Alcohols ranging from C3 (Iso-propanol) to C20 (2-octyl 1-dodecanol) and linear dicarboxylic acids (C6, C9, C10) are the expected hydrolysis products from the enzymatic reaction catalyzed by carboxylesterase. The metabolism of alcohols has been extensively reviewed in the literature (e.g., see Rizzo et al., 1987; Hargrove et al., 2004). The free alcohols can either be esterified to form wax esters (which are similar to triglycerides) or they can be transformed to fatty acids in a two-step enzymatic process catalyzed by alcohol dehydrogenase (ADH) and aldehyde dehydrogenase (ALDH). The responsible enzymes ADH and ALDH are present in a large number of animals including plants, microorganisms and fish (e.g., Sund & Theorell, 1963; Nilsson, 1990; Yoshida et al., 1997; Reimers et al., 2004; Lassen et al., 2005). 

The metabolism of alcohols in fish was extensively studied by Reimers et al. (2004). They isolated and characterized two cDNAs from the zebra fish, Danio rerio, encoding ADHs, which showed specific metabolic activity in in-vitro assays with various alcohol components ranging from C4 to C8. The emerging aldehydes were shown to be further oxidized to the corresponding fatty acid by ALDH enzymes. The most effective ALDH2, which is mainly located in the mitochondria of liver cells showed a sequence similarity of 75% to mammalian ALDH2 enzymes and a similar catalytic activity (also see Nilsson, 1988). The same metabolic pathway was shown for longer chain alcohols, such as stearyl and oleyl alcohol in the intestines of rats (Sieber et al., 1974).

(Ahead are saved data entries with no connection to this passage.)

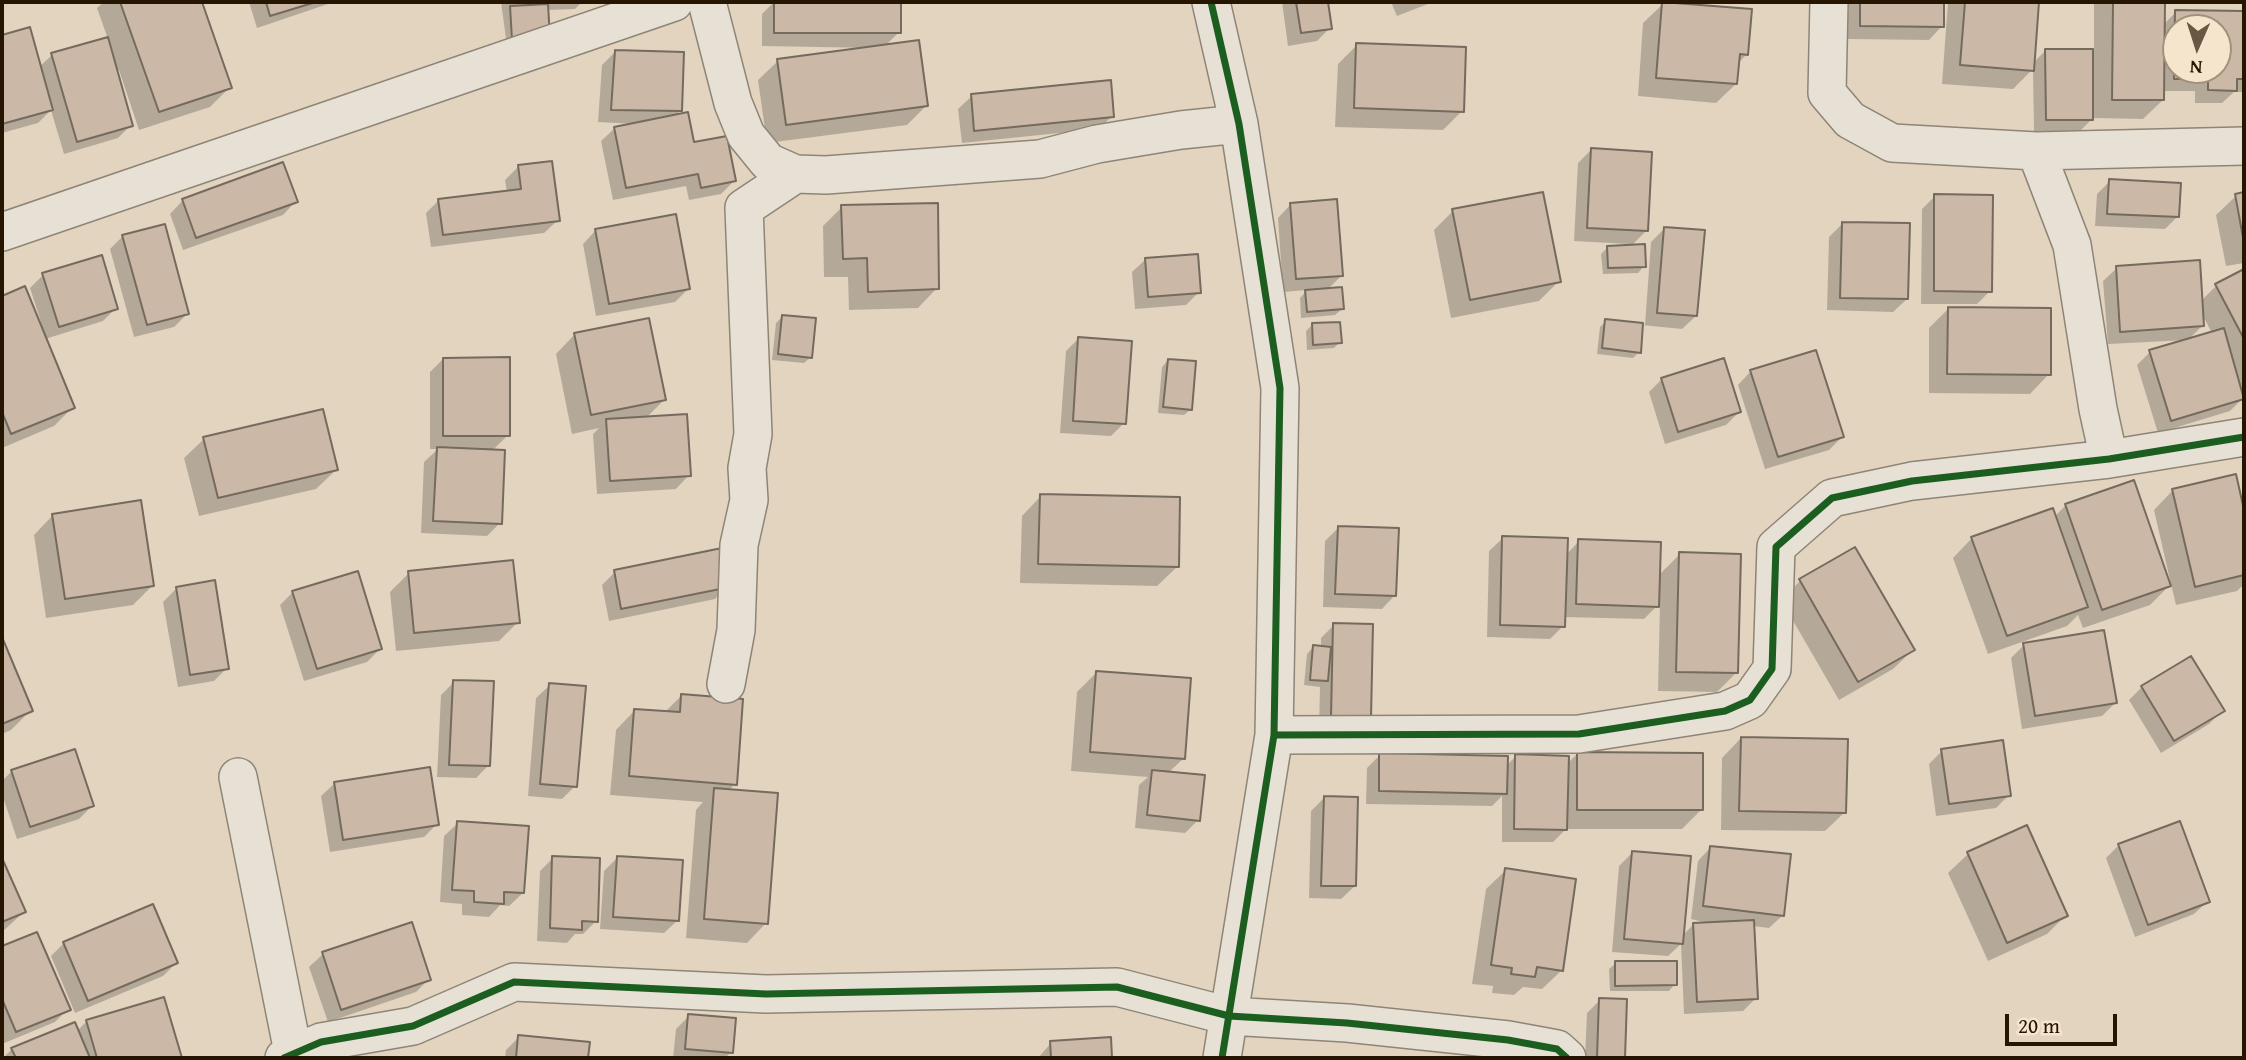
<!DOCTYPE html>
<style>
body{margin:0}
#map{position:relative;width:2246px;height:1060px;overflow:hidden;background:#e2d4bf;font-family:"Gentium Book Plus",serif}
canvas{display:block}
.frame{position:absolute;inset:0;border:4px solid #261501;pointer-events:none}
.north{position:absolute;left:2162px;top:14px;width:70px;height:70px;box-sizing:border-box;background:#f5e5cc;border:2px solid #a2927b;border-radius:50%;rotate:183deg;font-size:19px;font-weight:700;line-height:28px;text-align:center;color:#261501}
.north::after{content:'';display:block;margin:auto;width:24px;height:32px;background:#685844;clip-path:polygon(50% 0,100% 100%,50% 72%,0 100%)}
.scale{position:absolute;left:2005px;top:1014px;width:112px;height:32px;box-sizing:border-box;border:4px solid #261501;border-top:0;padding-left:9px;font-size:21px;line-height:24px;white-space:nowrap;color:#261501;-webkit-text-stroke:5px #f5e5cc;paint-order:stroke}
</style>
<div id="map">
<canvas width="2246" height="1060"></canvas>
<div class="frame"></div>
<div class="north">N</div>
<div class="scale">20 m</div>
</div>
<script>
const ctx = document.querySelector('canvas').getContext('2d');
ctx.lineJoin = 'round';
function paint(path, color) {
  ctx.fillStyle = color;
  ctx.fill(path, 'evenodd');
}
function poly(rows) {
  const path = new Path2D();
  for (const r of rows) {
    path.moveTo(r[0], r[1]);
    for (let i = 2; i < r.length; i += 2) path.lineTo(r[i], r[i + 1]);
  }
  return path;
}
function stroke(path, color, width, dash) {
  ctx.strokeStyle = color;
  ctx.lineWidth = width;
  ctx.lineCap = dash ? 'butt' : 'round';
  ctx.setLineDash(dash || []);
  ctx.stroke(path);
}
paint(poly([
 [104,2,200,2,230,87,210,107,139,130,119,70,116,71,131,125,118,138,64,154,51,110,38,123,2,133,2,37,29,30,39,67,52,55,108,39,97,8],
 [249,2,334,2,257,28],
 [501,2,582,2,575,9,547,10,507,46],
 [774,2,899,2,899,32,885,46,926,106,907,125,767,143,758,80,778,61,874,48,762,46,762,14],
 [1282,2,1326,2,1330,28,1317,41,1288,46],
 [1391,2,1433,2,1397,16],
 [1848,2,1942,2,1942,26,1929,40,1848,39],
 [1948,2,2037,2,2032,64,2046,50,2094,50,2094,2,2164,2,2163,25,2176,12,2244,13,2244,92,2234,92,2222,103,2195,103,2195,91,2163,91,2163,100,2143,119,2093,118,2079,132,2034,132,2033,69,2013,89,1942,84],
 [2176,28,2218,28,2218,70,2176,70],
 [1663,4,1747,54,1737,64,1736,84,1716,103,1638,96,1643,23],
 [1357,45,1462,111,1443,130,1335,127,1338,64],
 [615,52,681,110,674,117,693,144,734,181,721,194,689,200,686,186,613,200,601,141,615,128,635,124,598,122,602,65],
 [972,96,1112,116,1099,129,962,143,958,109],
 [1591,150,1646,231,1631,246,1644,266,1638,273,1603,274,1601,254,1608,247,1629,246,1629,244,1574,241,1578,163],
 [518,167,558,220,544,233,431,247,426,213,439,200,507,192,505,180],
 [2110,181,2178,216,2165,229,2095,226,2097,194],
 [2244,194,2244,263,2226,266,2216,215,2236,196],
 [1935,196,1990,291,1977,304,1921,304,1922,209],
 [183,200,296,201,283,215,183,250,170,214],
 [1291,204,1342,275,1327,290,1342,309,1335,315,1301,318,1300,298,1307,290,1283,292,1278,218],
 [842,207,937,288,918,308,849,310,848,277,824,277,823,226],
 [1453,211,1559,281,1539,301,1451,318,1434,230],
 [1843,223,1907,299,1893,312,1827,310,1829,237],
 [1665,228,1696,316,1682,329,1641,325,1639,352,1633,358,1597,354,1600,327,1606,321,1645,325,1651,242],
 [596,230,688,289,675,302,596,316,583,244],
 [123,236,187,314,174,327,134,337,110,249],
 [1146,259,1199,292,1186,305,1135,309,1132,272],
 [2117,268,2201,301,2216,286,2244,271,2244,397,2230,411,2158,433,2137,365,2150,352,2212,333,2202,314,2202,326,2188,340,2108,344,2103,281],
 [43,275,116,308,103,321,45,339,73,407,54,426,2,448,2,298,24,289,38,322,41,322,30,288],
 [1948,309,2049,374,2030,394,1929,393,1929,328],
 [782,317,811,357,804,363,772,360,776,323],
 [1312,325,1340,342,1334,348,1307,350,1306,331],
 [575,334,664,400,646,418,689,475,676,489,597,494,593,434,599,428,572,434,556,354],
 [1079,338,1124,423,1111,436,1060,433,1066,351],
 [443,359,508,435,492,451,500,523,487,536,421,533,424,462,438,449,430,449,430,372],
 [1168,360,1191,409,1184,415,1158,413,1162,367],
 [1751,371,1842,437,1829,450,1765,469,1738,385],
 [1662,379,1739,412,1726,425,1665,444,1649,392],
 [204,439,336,470,316,489,199,516,184,458],
 [2234,476,2244,518,2244,584,2237,591,2176,605,2171,584,2150,605,2083,628,2078,615,2067,626,1988,654,1953,558,1972,538,2054,517,2066,505,2168,581,2170,580,2154,510,2173,490],
 [1041,496,1177,567,1157,586,1020,583,1022,516],
 [53,515,153,585,133,605,46,618,34,535],
 [1338,528,1395,595,1382,609,1323,607,1325,541],
 [1503,538,1566,555,1579,541,1658,576,1680,554,1736,673,1717,692,1658,691,1660,603,1644,619,1564,617,1563,626,1550,639,1487,637,1489,551],
 [615,572,728,586,715,599,609,621,602,585],
 [409,573,518,622,499,641,396,651,390,592],
 [1800,581,1913,650,1893,669,1839,700,1781,600],
 [176,589,227,668,214,681,178,687,163,602],
 [293,592,380,649,367,662,304,681,280,605],
 [1334,625,1370,717,1319,730,1320,687,1304,685,1307,654,1313,647,1321,648,1321,638],
 [2,641,30,711,11,730,2,734],
 [2024,645,2115,703,2102,716,2022,729,2011,658],
 [1096,673,1183,759,1168,773,1198,820,1185,833,1135,828,1139,785,1148,777,1071,771,1077,692],
 [454,682,489,765,476,778,437,777,441,695],
 [550,685,575,786,562,799,528,796,536,698],
 [2142,687,2222,711,2209,724,2161,753,2129,700],
 [681,696,735,784,728,791,766,923,747,943,686,938,696,810,703,802,610,795,616,730,635,710,664,713],
 [1741,738,1845,812,1825,831,1721,830,1722,758],
 [1942,751,2009,795,1996,808,1936,816,1929,764],
 [1577,754,1701,810,1682,829,1566,829,1553,842,1502,842,1502,796,1492,806,1366,804,1367,768,1380,755,1506,766,1516,756,1567,764],
 [12,771,92,806,79,819,17,839,2,794,2,781],
 [335,783,437,824,424,837,330,852,321,796],
 [1324,798,1355,886,1341,899,1309,898,1311,811],
 [458,823,523,893,509,906,500,905,489,917,462,915,462,904,440,902,444,836],
 [2026,828,2066,915,2047,934,1988,961,1948,873,1968,854],
 [2119,845,2208,901,2194,914,2135,937,2106,858],
 [1711,847,1783,915,1769,928,1753,926,1756,998,1743,1011,1684,1014,1681,944,1668,956,1612,952,1619,866,1632,853,1682,936,1694,924,1712,924,1691,919,1698,861],
 [553,858,596,921,583,934,575,934,567,943,537,941,540,871],
 [617,858,678,920,664,933,600,929,604,871],
 [2,863,24,912,2,932],
 [1506,870,1562,970,1542,989,1523,987,1514,995,1492,993,1493,986,1472,984,1486,889],
 [36,934,68,1009,55,1022,2,1044,2,948],
 [64,943,176,963,163,976,75,1013,51,956],
 [323,954,429,979,416,992,328,1022,309,967],
 [1616,963,1675,984,1669,991,1610,991,1609,969],
 [163,999,181,1058,3,1058,12,1049,77,1031,86,1022],
 [1600,1000,1624,1057,1623,1058,1585,1058,1587,1013],
 [689,1016,731,1052,725,1058,673,1058,676,1029],
 [519,1037,588,1044,587,1058,505,1058,506,1050],
 [1109,1039,1111,1058,1038,1058,1051,1043]
]), '#0003');
const building = poly([
 [120,2,202,2,232,88,159,112,120,2],
 [266,2,316,2,270,16,266,2],
 [774,2,901,2,901,33,774,33,774,2],
 [1296,2,1328,2,1332,29,1301,33,1296,2],
 [1662,2,1752,9,1748,55,1740,54,1737,84,1656,78,1662,2],
 [1860,2,1944,2,1944,27,1860,26,1860,2],
 [1965,2,2039,2,2034,71,1960,65,1965,2],
 [2113,2,2165,2,2164,100,2112,100,2113,2],
 [548,4,550,38,512,40,510,6,548,4],
 [2175,10,2244,11,2244,79,2237,79,2237,91,2208,90,2208,79,2174,79,2175,10],
 [2176,28,2218,28,2218,70,2176,70,2176,28],
 [30,27,53,110,2,124,2,35,30,27],
 [108,37,133,126,77,142,51,53,108,37],
 [919,40,928,106,786,125,777,59,919,40],
 [1356,43,1466,47,1464,112,1354,108,1356,43],
 [2045,49,2093,49,2093,120,2046,120,2045,49],
 [615,50,684,52,682,111,611,110,615,50],
 [1111,80,1114,117,974,131,971,94,1111,80],
 [688,112,694,142,727,136,736,181,701,188,698,174,626,188,614,127,688,112],
 [1591,148,1652,152,1648,231,1587,228,1591,148],
 [552,161,560,221,443,235,438,199,521,189,518,165,552,161],
 [283,162,298,202,196,238,182,199,283,162],
 [2109,179,2181,183,2179,217,2107,214,2109,179],
 [1543,192,1561,282,1470,300,1452,209,1543,192],
 [2244,192,2244,243,2235,194,2244,192],
 [1934,194,1993,195,1992,292,1934,291,1934,194],
 [1337,199,1343,276,1296,279,1290,203,1337,199],
 [938,203,939,289,868,292,867,258,843,259,841,205,938,203],
 [676,214,690,289,609,304,595,229,676,214],
 [1842,222,1910,223,1908,299,1840,298,1842,222],
 [165,224,189,314,147,325,122,235,165,224],
 [1664,227,1705,230,1697,316,1657,313,1664,227],
 [1645,244,1646,267,1608,268,1607,246,1645,244],
 [1198,254,1201,293,1148,297,1145,258,1198,254],
 [102,255,118,309,59,327,42,273,102,255],
 [2200,260,2204,326,2120,332,2116,266,2200,260],
 [2244,269,2244,339,2215,284,2244,269],
 [25,286,75,408,11,434,2,412,2,296,25,286],
 [1342,287,1344,309,1307,312,1305,290,1342,287],
 [1948,307,2051,308,2051,375,1947,374,1948,307],
 [782,315,816,318,812,358,778,354,782,315],
 [649,318,666,400,591,415,574,333,649,318],
 [1605,319,1643,323,1641,353,1602,348,1605,319],
 [1340,322,1342,343,1313,345,1312,323,1340,322],
 [2224,328,2244,399,2171,421,2149,350,2224,328],
 [1078,337,1132,341,1126,424,1073,421,1078,337],
 [1816,350,1844,437,1778,457,1750,370,1816,350],
 [510,357,510,436,443,436,443,358,510,357],
 [1724,358,1741,412,1678,432,1661,378,1724,358],
 [1168,359,1196,361,1192,410,1163,407,1168,359],
 [323,409,338,470,218,498,203,437,323,409],
 [687,414,691,476,610,481,606,419,687,414],
 [437,447,505,450,502,524,433,521,437,447],
 [2236,474,2244,510,2244,575,2195,587,2172,489,2236,474],
 [2134,480,2171,586,2102,610,2065,504,2134,480],
 [1040,494,1180,497,1179,567,1038,564,1040,494],
 [141,500,154,586,65,599,52,514,141,500],
 [2053,508,2088,607,2007,636,1971,537,2053,508],
 [1338,526,1399,528,1396,596,1335,594,1338,526],
 [1502,536,1568,538,1565,627,1500,625,1502,536],
 [1578,539,1661,542,1659,607,1576,604,1578,539],
 [1855,547,1915,650,1858,682,1799,579,1855,547],
 [722,548,730,587,621,609,614,570,722,548],
 [1679,552,1741,554,1738,673,1676,672,1679,552],
 [513,560,520,623,414,633,408,571,513,560],
 [358,571,382,649,317,669,292,591,358,571],
 [215,580,229,669,190,675,176,587,215,580],
 [1333,623,1373,624,1371,718,1331,717,1333,623],
 [2104,630,2117,703,2035,716,2023,643,2104,630],
 [2,637,33,711,2,724,2,637],
 [1313,645,1331,647,1328,681,1310,680,1313,645],
 [2191,656,2225,711,2174,741,2141,686,2191,656],
 [1096,671,1191,678,1185,759,1090,752,1096,671],
 [453,680,494,681,490,766,449,765,453,680],
 [549,683,586,686,577,787,540,784,549,683],
 [681,694,743,699,737,785,629,776,634,709,680,712,681,694],
 [1741,737,1848,739,1846,813,1739,811,1741,737],
 [2003,740,2011,796,1949,804,1941,749,2003,740],
 [75,749,94,806,30,827,11,770,75,749],
 [1577,752,1703,753,1703,810,1577,810,1577,752],
 [1379,753,1508,756,1507,794,1379,791,1379,753],
 [1515,754,1569,756,1567,830,1514,829,1515,754],
 [430,767,439,825,343,840,334,782,430,767],
 [1152,770,1205,775,1200,821,1147,815,1152,770],
 [714,788,778,793,768,924,704,919,714,788],
 [1324,796,1358,797,1356,886,1321,886,1324,796],
 [457,821,529,826,524,893,504,892,504,904,474,902,474,891,452,890,457,821],
 [2180,821,2210,902,2148,925,2118,844,2180,821],
 [2027,825,2068,916,2007,943,1967,852,2027,825],
 [1710,846,1791,854,1784,916,1703,906,1710,846],
 [1632,851,1691,856,1683,944,1624,939,1632,851],
 [552,856,600,858,598,922,582,921,582,930,550,928,552,856],
 [617,856,683,860,679,921,613,917,617,856],
 [2,858,26,912,2,922,2,858],
 [1505,868,1576,879,1563,971,1537,967,1535,977,1511,974,1512,968,1491,965,1505,868],
 [153,904,178,963,88,1001,63,942,153,904],
 [1754,920,1758,999,1697,1002,1693,923,1754,920],
 [412,922,431,980,341,1010,322,952,412,922],
 [37,932,71,1010,16,1032,2,999,2,946,37,932],
 [1615,961,1677,961,1677,985,1615,986,1615,961],
 [164,997,182,1058,97,1058,86,1020,164,997],
 [1599,998,1627,999,1625,1058,1597,1057,1599,998],
 [688,1014,736,1018,733,1053,685,1049,688,1014],
 [75,1022,90,1058,16,1058,11,1048,75,1022],
 [518,1035,590,1042,588,1058,516,1058,518,1035],
 [1111,1037,1112,1058,1051,1058,1050,1041,1111,1037]
]);
paint(building, '#cbb8a7');
stroke(building, '#746a5d', 2);
const street = poly([
 [707,2,733,103,746,135,768,162,795,174,826,175,1040,159,1097,144,1181,130,1239,124],
 [1211,2,1239,124,1280,388,1274,735,1222,1058],
 [1829,2,1827,93,1850,120,1892,143,2036,151,2244,146],
 [2036,151,2072,245,2098,409,2109,459],
 [2,232,674,2],
 [726,684,736,630,739,545,749,500,747,468,753,434,744,208,795,174],
 [1274,735,1579,734,1725,711,1750,700,1772,669,1776,547,1832,498,1912,481,2109,459,2244,437],
 [238,777,293,1052],
 [284,1058,321,1042,413,1026,514,982,766,994,1117,987,1229,1016,1347,1023,1508,1040,1557,1049,1567,1058]
]);
stroke(street, '#8e8576', 40);
stroke(street, '#e7e0d5', 37);
stroke(poly([
 [1211,2,1239,124,1280,388,1274,735,1222,1058],
 [1274,735,1579,734,1725,711,1750,700,1772,669,1776,547,1832,498,1912,481,2109,459,2244,437],
 [284,1058,321,1042,413,1026,514,982,766,994,1117,987,1229,1016,1347,1023,1508,1040,1557,1049,1567,1058]
]), '#1b5e20', 7);
</script>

Furthermore, cleavage products with high water solubility like adipic acid do not have the potential to accumulate in adipose tissue due to their low log Pow and are thus widely distributed within the body and rapidly eliminated via renal excretion. To a smaller extent the dicarboxylic acids are also metabolised via peroxisomal beta-oxidation.

Conclusion

The substances included in the PFAE linear category are not expected to be bioaccumulative. Due to their readily biodegradable nature, extensive degradation of these substances in conventional STPs will take place and only low concentrations are expected to be released (if at all) into the environment. Once present in the aquatic compartment, further biodegradation will occur and, depending on their log Pow, water solubility and adsorption potential, the PFAE linear will be bioavailable to aquatic organisms such as fish mainly via water or on the other hand via feed and contact with suspended organic particles. After uptake by fish species, extensive and fast biotransformation of the PFAE linear(s) by carboxylesterases into dicarboxylic acids and the corresponding alcohol is expected. Alcohols will be further oxidized to fatty acids and used by these organisms as their main source of energy throughout all the different life stages (early development, growth, reproduction, etc.). The dicarboxylic acids do not have the potential to accumulate in adipose tissue due to their low log Pow. An in vivo fish test reporting a BCF value of 27 for a similar ester substance, supports the conclusion that rapid metabolism takes place, even when log Pow values are above the trigger value of 3. The supporting BCF/BAF values estimated with the BCFBAF v3.01 program also indicate that these substances will not be bioaccumulative (all well below 2000).

The information above provides strong evidence supporting the statement that rapid metabolism and low bioaccumulation potential can be expected for the members of the PFAE linear category.

A detailed reference list is provided in the technical dossier (see IUCLID, section 13) and within CSR.